## Extracted records
- - - -
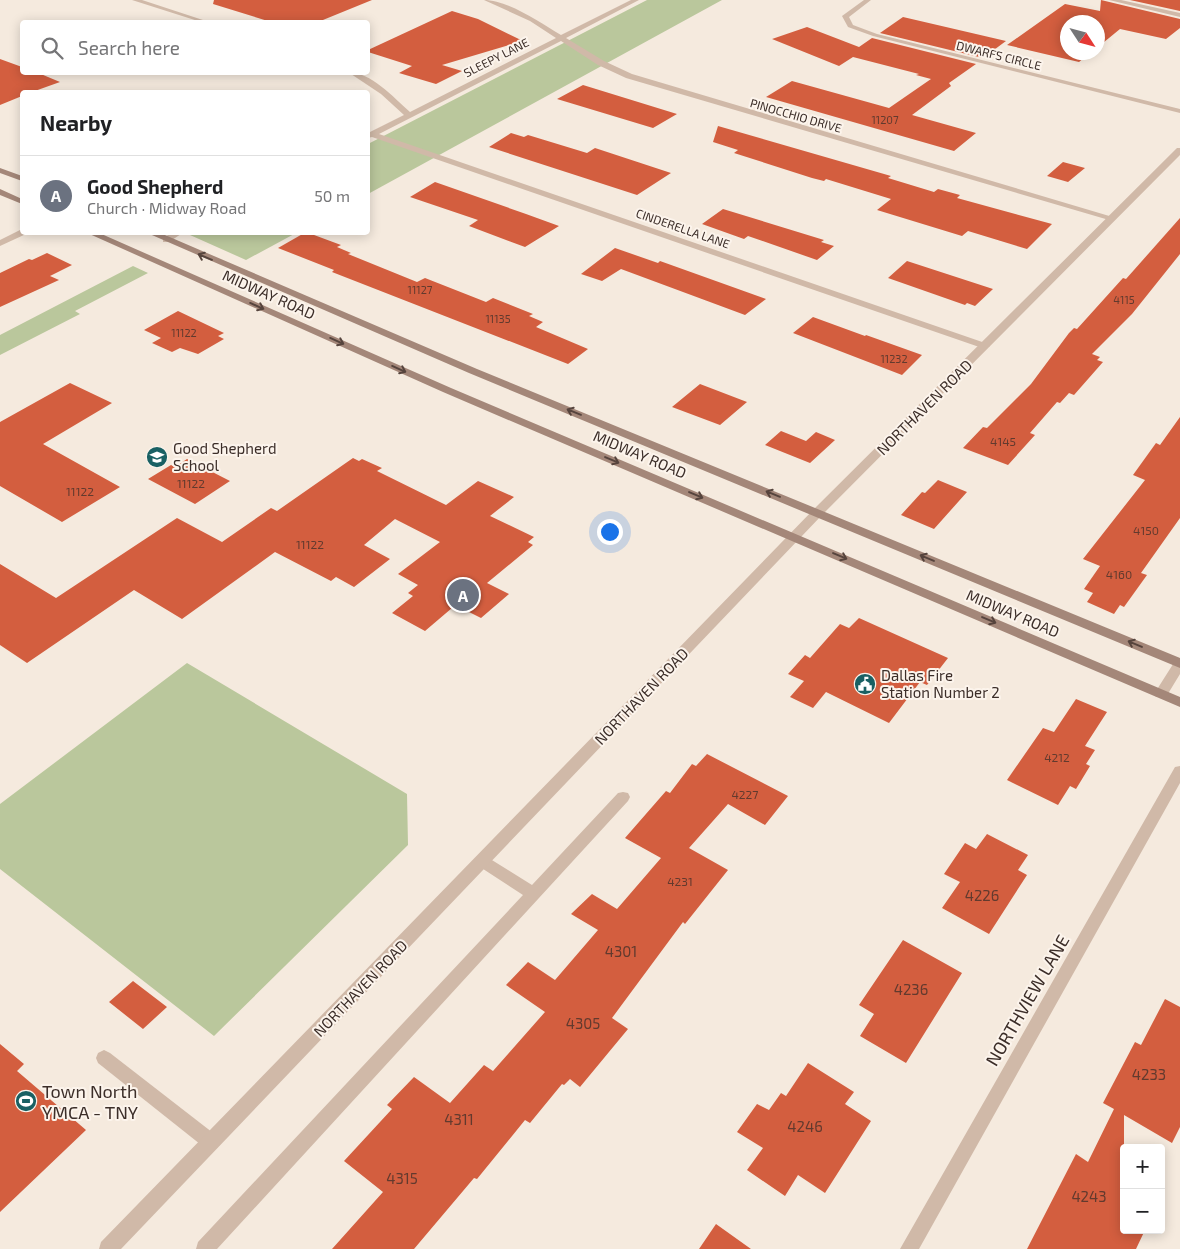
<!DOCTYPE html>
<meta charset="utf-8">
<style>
body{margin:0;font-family:"Exo 2",sans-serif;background:#f2f2f2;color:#202124}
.controls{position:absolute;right:15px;bottom:15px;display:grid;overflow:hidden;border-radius:5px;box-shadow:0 2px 12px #0003}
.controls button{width:45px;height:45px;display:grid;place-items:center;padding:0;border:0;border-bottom:1px solid #e0e0e0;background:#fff;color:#202124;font:25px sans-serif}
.compass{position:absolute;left:1060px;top:15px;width:45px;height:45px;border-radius:50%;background:#fff;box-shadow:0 2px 12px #0003;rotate:126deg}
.you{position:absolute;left:609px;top:531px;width:18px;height:18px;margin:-12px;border:4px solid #fff;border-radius:50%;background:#1a73e8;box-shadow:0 0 0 8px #1a73e833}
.badge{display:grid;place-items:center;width:32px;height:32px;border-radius:50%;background:#196063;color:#fff;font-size:16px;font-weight:700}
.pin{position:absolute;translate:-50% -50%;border:2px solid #fff;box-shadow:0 1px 5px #0006}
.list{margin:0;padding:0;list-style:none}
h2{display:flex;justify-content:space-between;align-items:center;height:65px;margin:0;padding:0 20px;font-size:21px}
h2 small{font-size:16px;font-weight:400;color:#757577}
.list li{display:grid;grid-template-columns:32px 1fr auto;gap:15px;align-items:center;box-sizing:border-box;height:80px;padding:0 20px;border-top:1px solid #e0e0e0}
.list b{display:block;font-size:19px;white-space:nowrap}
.list p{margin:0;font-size:16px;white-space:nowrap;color:#757577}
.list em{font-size:16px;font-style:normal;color:#757577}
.icon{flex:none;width:28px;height:28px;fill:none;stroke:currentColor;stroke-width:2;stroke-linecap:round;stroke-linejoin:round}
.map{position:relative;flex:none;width:1180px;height:1249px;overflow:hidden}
.search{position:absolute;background:#fff;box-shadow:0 2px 12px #0003;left:20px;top:20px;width:350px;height:55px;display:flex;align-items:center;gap:12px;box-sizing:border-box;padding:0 18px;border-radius:5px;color:#757577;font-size:19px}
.panel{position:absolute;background:#fff;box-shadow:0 2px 12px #0003;left:20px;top:90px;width:350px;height:145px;border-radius:5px}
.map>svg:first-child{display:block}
</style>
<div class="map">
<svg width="1180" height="1249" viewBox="0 0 1180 1249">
<rect width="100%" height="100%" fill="#f5eade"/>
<path fill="#bac79c" d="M 647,0 L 722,0 L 368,194 L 368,144 Z
M 195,232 L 296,232 L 296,233 L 246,260 L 190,235 Z
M 133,266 L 148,273 L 75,311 L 80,314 L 0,355 L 0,335 Z
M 187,663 L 407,794 L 408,845 L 214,1036 L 0,869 L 0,804 Z"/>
<path fill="#d35e3f" d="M 214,0 L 372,0 L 318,22 L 271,22 L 213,4 Z
M 1101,0 L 1180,19 L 1180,28 L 1166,39 L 1120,29 L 1098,47 L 1098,22 L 1068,22 L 1068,52 L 1091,52 L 1079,62 L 1007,45 L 1065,4 L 1100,11 Z
M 1130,0 L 1180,0 L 1180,11 Z
M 452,11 L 478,19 L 523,41 L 442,65 L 462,71 L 436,84 L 399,73 L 412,66 L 368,52 L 368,50 Z
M 903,17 L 1006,41 L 983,58 L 880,33 Z
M 807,27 L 859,47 L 872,38 L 976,64 L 949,83 L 951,86 L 912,115 L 976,133 L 954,151 L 766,97 L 792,81 L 889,108 L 931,79 L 916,75 L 919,74 L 853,57 L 839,66 L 772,39 Z
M 0,59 L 22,67 L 22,72 L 36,72 L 60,82 L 32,92 L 22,92 L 22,96 L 0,105 Z
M 583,85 L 677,114 L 653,128 L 557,99 Z
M 718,126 L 891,176 L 888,178 L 934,192 L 938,189 L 960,195 L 957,198 L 1052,224 L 1027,249 L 968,231 L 962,236 L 877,210 L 891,199 L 826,179 L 824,181 L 812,178 L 734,153 L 738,150 L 713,142 Z
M 511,133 L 524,137 L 528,135 L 587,153 L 595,148 L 671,173 L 637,195 L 489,147 Z
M 1063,162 L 1085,168 L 1068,182 L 1047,176 Z
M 435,182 L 526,214 L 559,226 L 525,247 L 469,226 L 478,220 L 410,197 Z
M 723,209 L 824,240 L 821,242 L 834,246 L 817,260 L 748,236 L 744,239 L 702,224 Z
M 1180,218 L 1180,254 L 1132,314 L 1092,354 L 1100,357 L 1097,360 L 1103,362 L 1074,395 L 1069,393 L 1060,403 L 1057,402 L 1030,433 L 1035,435 L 1008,465 L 963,448 L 983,427 L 987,428 L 1031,384 L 1069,333 L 1074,328 L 1077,329 L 1123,278 L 1126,279 Z
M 306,232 L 341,245 L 337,247 L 351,253 L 348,254 L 417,282 L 425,278 L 486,302 L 493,298 L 533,314 L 529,316 L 543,322 L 536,327 L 588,349 L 568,364 L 332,272 L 334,270 L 278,248 Z
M 615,248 L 658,263 L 660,261 L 766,299 L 745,315 L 621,269 L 602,281 L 581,274 Z
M 47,253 L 72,265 L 50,276 L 59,280 L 0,307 L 0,273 L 29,259 L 32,260 Z
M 907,261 L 993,289 L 975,306 L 967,303 L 965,305 L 888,278 Z
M 178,311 L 224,333 L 218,336 L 224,339 L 198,354 L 180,348 L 172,352 L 152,343 L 161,338 L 144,330 Z
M 813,317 L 865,336 L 866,335 L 922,355 L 902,375 L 793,333 Z
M 70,383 L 112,403 L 43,444 L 120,487 L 62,522 L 0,486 L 0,422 Z
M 700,384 L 747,402 L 720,425 L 672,407 Z
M 1180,417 L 1180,518 L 1141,573 L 1147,575 L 1124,607 L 1120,605 L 1114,614 L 1087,602 L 1093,593 L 1084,589 L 1100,566 L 1083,559 L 1145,480 L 1133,475 L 1156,443 L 1160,445 Z
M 781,431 L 806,441 L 816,432 L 835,440 L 810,463 L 765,445 Z
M 353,458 L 359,461 L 362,459 L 382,468 L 377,471 L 446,505 L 478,481 L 514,497 L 490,516 L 534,537 L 528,542 L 533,545 L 487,583 L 509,594 L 481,618 L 459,607 L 455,610 L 452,608 L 425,631 L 392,613 L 413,596 L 408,593 L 418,585 L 398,574 L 440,542 L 395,519 L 364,545 L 390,559 L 354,587 L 336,577 L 331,581 L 275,552 L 182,619 L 134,590 L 27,663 L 0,645 L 0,564 L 56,598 L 177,518 L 222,542 L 271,508 L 277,511 Z
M 187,459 L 230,481 L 195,504 L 148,479 L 171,465 L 175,467 Z
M 938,480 L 967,492 L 934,529 L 901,515 L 922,492 L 925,493 Z
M 859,618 L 948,658 L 927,685 L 920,682 L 889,723 L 826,692 L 813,708 L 790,697 L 804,681 L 788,674 L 805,655 L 810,658 L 840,624 L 849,628 Z
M 1076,699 L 1107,712 L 1085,746 L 1095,750 L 1086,764 L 1090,766 L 1076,789 L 1070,786 L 1058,805 L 1007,780 L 1043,728 L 1054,732 Z
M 707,754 L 788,796 L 765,825 L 728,804 L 689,848 L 728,870 L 685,924 L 683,922 L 612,1018 L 628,1029 L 580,1087 L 570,1079 L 564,1085 L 562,1084 L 530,1123 L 525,1120 L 477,1179 L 474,1178 L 414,1249 L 332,1249 L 383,1192 L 344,1161 L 392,1109 L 387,1105 L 414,1077 L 450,1103 L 484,1065 L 493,1071 L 545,1012 L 506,985 L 528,962 L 555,980 L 598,930 L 571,914 L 592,894 L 617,909 L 661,858 L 625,838 L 666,791 L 670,793 L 692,764 L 696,766 Z
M 987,834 L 1028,855 L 1018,870 L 1027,875 L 989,934 L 942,908 L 960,882 L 944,874 L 965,843 L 976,849 Z
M 903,940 L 962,973 L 906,1063 L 860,1036 L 874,1014 L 859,1005 Z
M 133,981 L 167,1007 L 143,1029 L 109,1002 Z
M 1165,999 L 1180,1007 L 1180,1127 L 1172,1143 L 1124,1115 L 1124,1230 L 1145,1230 L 1136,1249 L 1027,1249 L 1076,1154 L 1088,1162 L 1114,1109 L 1103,1103 L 1135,1042 L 1141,1045 Z
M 0,1044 L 24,1064 L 17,1071 L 86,1130 L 0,1212 Z
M 808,1063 L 854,1092 L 845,1104 L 871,1121 L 825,1193 L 798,1175 L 785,1196 L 747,1170 L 763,1148 L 737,1132 L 757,1104 L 769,1110 L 781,1093 L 786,1096 Z
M 716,1224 L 751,1249 L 699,1249 Z"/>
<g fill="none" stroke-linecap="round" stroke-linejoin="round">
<path fill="#d0b9a8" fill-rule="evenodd" d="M 104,1050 L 110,1053 L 217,1136 L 220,1142 L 217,1148 L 211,1150 L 205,1148 L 98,1063 L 96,1058 L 98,1053 Z"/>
<path fill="#d0b9a8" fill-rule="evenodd" d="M 132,0 L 142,0 L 209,22 L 201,22 Z
M 484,0 C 508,0 541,23 561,35 L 631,0 L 639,0 L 566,38 L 604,61 L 632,74 L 1116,218 L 1109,220 L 626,78 L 598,65 L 561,41 L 379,134 L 988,344 L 990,346 L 985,349 L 372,137 L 368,138 L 368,133 L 404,115 L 381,94 L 348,72 C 371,72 393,97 410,112 L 556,38 L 530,21 Z
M 864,0 L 871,0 L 849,17 L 853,25 L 877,34 L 1180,109 L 1180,113 L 873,36 L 848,27 L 842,16 Z
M 1109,0 L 1121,0 L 1180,13 L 1180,17 Z
M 22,229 L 22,232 L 27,232 L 26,234 L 0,246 L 0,240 Z
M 173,232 L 184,232 L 169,242 L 163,242 L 163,238 Z
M 1180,659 L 1180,674 L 1166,697 L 1156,697 L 1154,694 L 1156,691 L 1175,661 Z
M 1180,766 L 1180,783 L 919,1249 L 900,1249 L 1175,767 Z
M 623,792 L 628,793 L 630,797 L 628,801 L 217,1249 L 196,1249 L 198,1242 L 523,895 L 477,865 L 475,861 L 477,857 L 482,855 L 487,857 L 532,885 L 618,793 Z"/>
<path fill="#d0b9a8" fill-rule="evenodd" d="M 1177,148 L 1180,148 L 1180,155 L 822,515 L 121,1249 L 99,1249 L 101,1242 L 814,509 Z"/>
<path fill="#a48779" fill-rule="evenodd" d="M 0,168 L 22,176 L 22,181 L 0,173 Z
M 0,189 L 22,199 L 22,204 L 0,195 Z
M 85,232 L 97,232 L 451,388 L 1180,697 L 1180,707 L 443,392 Z
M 145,232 L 158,232 L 477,369 L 1180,658 L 1180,668 L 469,373 Z"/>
</g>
<defs><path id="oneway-shaft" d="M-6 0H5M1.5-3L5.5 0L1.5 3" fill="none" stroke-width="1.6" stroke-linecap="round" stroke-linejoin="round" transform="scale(1.25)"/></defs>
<g stroke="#56443d">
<use href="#oneway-shaft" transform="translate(205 257) rotate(-157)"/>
<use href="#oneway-shaft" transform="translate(257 306) rotate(24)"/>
<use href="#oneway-shaft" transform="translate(337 341) rotate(24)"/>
<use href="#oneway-shaft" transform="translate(399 369) rotate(24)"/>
<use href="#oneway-shaft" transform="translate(574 412) rotate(-158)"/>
<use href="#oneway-shaft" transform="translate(612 460) rotate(23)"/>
<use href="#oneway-shaft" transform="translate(773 494) rotate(-158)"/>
<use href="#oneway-shaft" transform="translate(696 495) rotate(23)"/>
<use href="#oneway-shaft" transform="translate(840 556) rotate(23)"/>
<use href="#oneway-shaft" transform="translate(927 558) rotate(-157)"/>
<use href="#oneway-shaft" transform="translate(989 620) rotate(23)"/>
<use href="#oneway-shaft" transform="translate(1135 644) rotate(-157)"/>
</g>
<defs>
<g id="school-disc" transform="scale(1.125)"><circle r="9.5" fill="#196063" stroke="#fcf4ec"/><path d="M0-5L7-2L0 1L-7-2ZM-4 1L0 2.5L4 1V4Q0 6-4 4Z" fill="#fff"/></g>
<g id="civic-disc" transform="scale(1.125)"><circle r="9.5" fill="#196063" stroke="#fcf4ec"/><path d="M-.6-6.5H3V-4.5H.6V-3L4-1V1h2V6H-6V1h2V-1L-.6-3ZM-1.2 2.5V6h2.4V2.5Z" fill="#fff"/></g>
<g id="stadium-disc" transform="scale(1.125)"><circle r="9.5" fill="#196063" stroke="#fcf4ec"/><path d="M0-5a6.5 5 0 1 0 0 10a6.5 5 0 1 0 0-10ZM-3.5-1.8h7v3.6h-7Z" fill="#fff"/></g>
</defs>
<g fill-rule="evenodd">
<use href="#school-disc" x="157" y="457"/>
<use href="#civic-disc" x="865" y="684"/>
<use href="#stadium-disc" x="26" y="1101"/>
</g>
<g text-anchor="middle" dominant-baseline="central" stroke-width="4" stroke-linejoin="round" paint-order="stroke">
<g font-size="11" fill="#623a2e">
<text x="885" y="119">11207</text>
<text x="420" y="289">11127</text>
<text x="1124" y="299">4115</text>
<text x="498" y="318">11135</text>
<text x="184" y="332">11122</text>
<text x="894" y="358">11232</text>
</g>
<g font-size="12" fill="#3c2e29" stroke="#fcf4ec">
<text transform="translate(999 55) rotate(14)">DWARFS CIRCLE</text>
<text transform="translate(496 57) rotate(-27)">SLEEPY LANE</text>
<text transform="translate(796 115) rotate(16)">PINOCCHIO DRIVE</text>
<text transform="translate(683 228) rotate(19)">CINDERELLA LANE</text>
</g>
<g font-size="12" fill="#623a2e">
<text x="1003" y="441">4145</text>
<text x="191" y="483">11122</text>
<text x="80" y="491">11122</text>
<text x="1146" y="530">4150</text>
<text x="310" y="544">11122</text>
<text x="1119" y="574">4160</text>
<text x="1057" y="757">4212</text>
<text x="745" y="794">4227</text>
<text x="680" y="881">4231</text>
</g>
<g font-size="15" fill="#3c2e29" stroke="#fcf4ec">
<text transform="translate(269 294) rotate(24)">MIDWAY ROAD</text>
<text transform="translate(924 407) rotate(-45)">NORTHAVEN ROAD</text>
<text transform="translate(640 454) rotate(23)">MIDWAY ROAD</text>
<text transform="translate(1013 613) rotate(23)">MIDWAY ROAD</text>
<text transform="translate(641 696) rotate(-46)">NORTHAVEN ROAD</text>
<text transform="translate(360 988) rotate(-46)">NORTHAVEN ROAD</text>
</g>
<g font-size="15" fill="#3c2e29" stroke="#fcf4ec" text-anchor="start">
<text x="173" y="448">Good Shepherd<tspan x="173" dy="17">School</tspan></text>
<text x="881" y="675">Dallas Fire<tspan x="881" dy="17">Station Number 2</tspan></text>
</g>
<g font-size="15" fill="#623a2e">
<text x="982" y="895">4226</text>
<text x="621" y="951">4301</text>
<text x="911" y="989">4236</text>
<text x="583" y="1023">4305</text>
<text x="1149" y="1074">4233</text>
<text x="459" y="1119">4311</text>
<text x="805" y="1126">4246</text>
<text x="402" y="1178">4315</text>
<text x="1089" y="1196">4243</text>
</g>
<g font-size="18" fill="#3c2e29" stroke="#fcf4ec">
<text transform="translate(1027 1000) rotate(-60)">NORTHVIEW LANE</text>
</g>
<g font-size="18" fill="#3c2e29" stroke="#fcf4ec" text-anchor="start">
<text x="42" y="1091">Town North<tspan x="42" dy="21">YMCA - TNY</tspan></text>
</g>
</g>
</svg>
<div class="controls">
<button>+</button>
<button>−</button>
</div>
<svg class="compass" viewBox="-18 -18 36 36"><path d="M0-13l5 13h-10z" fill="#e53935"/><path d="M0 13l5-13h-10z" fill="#757577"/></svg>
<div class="you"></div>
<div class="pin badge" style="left:463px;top:595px;background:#6b7280">A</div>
<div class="search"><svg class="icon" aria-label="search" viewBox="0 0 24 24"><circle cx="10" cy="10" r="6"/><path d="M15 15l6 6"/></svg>Search here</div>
<section class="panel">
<h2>Nearby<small></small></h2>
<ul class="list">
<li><span class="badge" style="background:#6b7280">A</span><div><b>Good Shepherd</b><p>Church · Midway Road</p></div><em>50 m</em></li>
</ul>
</section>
</div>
- - - -
## Activity
Copy out the lines beginning at the one that contains "<button>+</button>". Stop at the final line of the data, and include it.

## Completed task
<button>+</button>
<button>−</button>
</div>
<svg class="compass" viewBox="-18 -18 36 36"><path d="M0-13l5 13h-10z" fill="#e53935"/><path d="M0 13l5-13h-10z" fill="#757577"/></svg>
<div class="you"></div>
<div class="pin badge" style="left:463px;top:595px;background:#6b7280">A</div>
<div class="search"><svg class="icon" aria-label="search" viewBox="0 0 24 24"><circle cx="10" cy="10" r="6"/><path d="M15 15l6 6"/></svg>Search here</div>
<section class="panel">
<h2>Nearby<small></small></h2>
<ul class="list">
<li><span class="badge" style="background:#6b7280">A</span><div><b>Good Shepherd</b><p>Church · Midway Road</p></div><em>50 m</em></li>
</ul>
</section>
</div>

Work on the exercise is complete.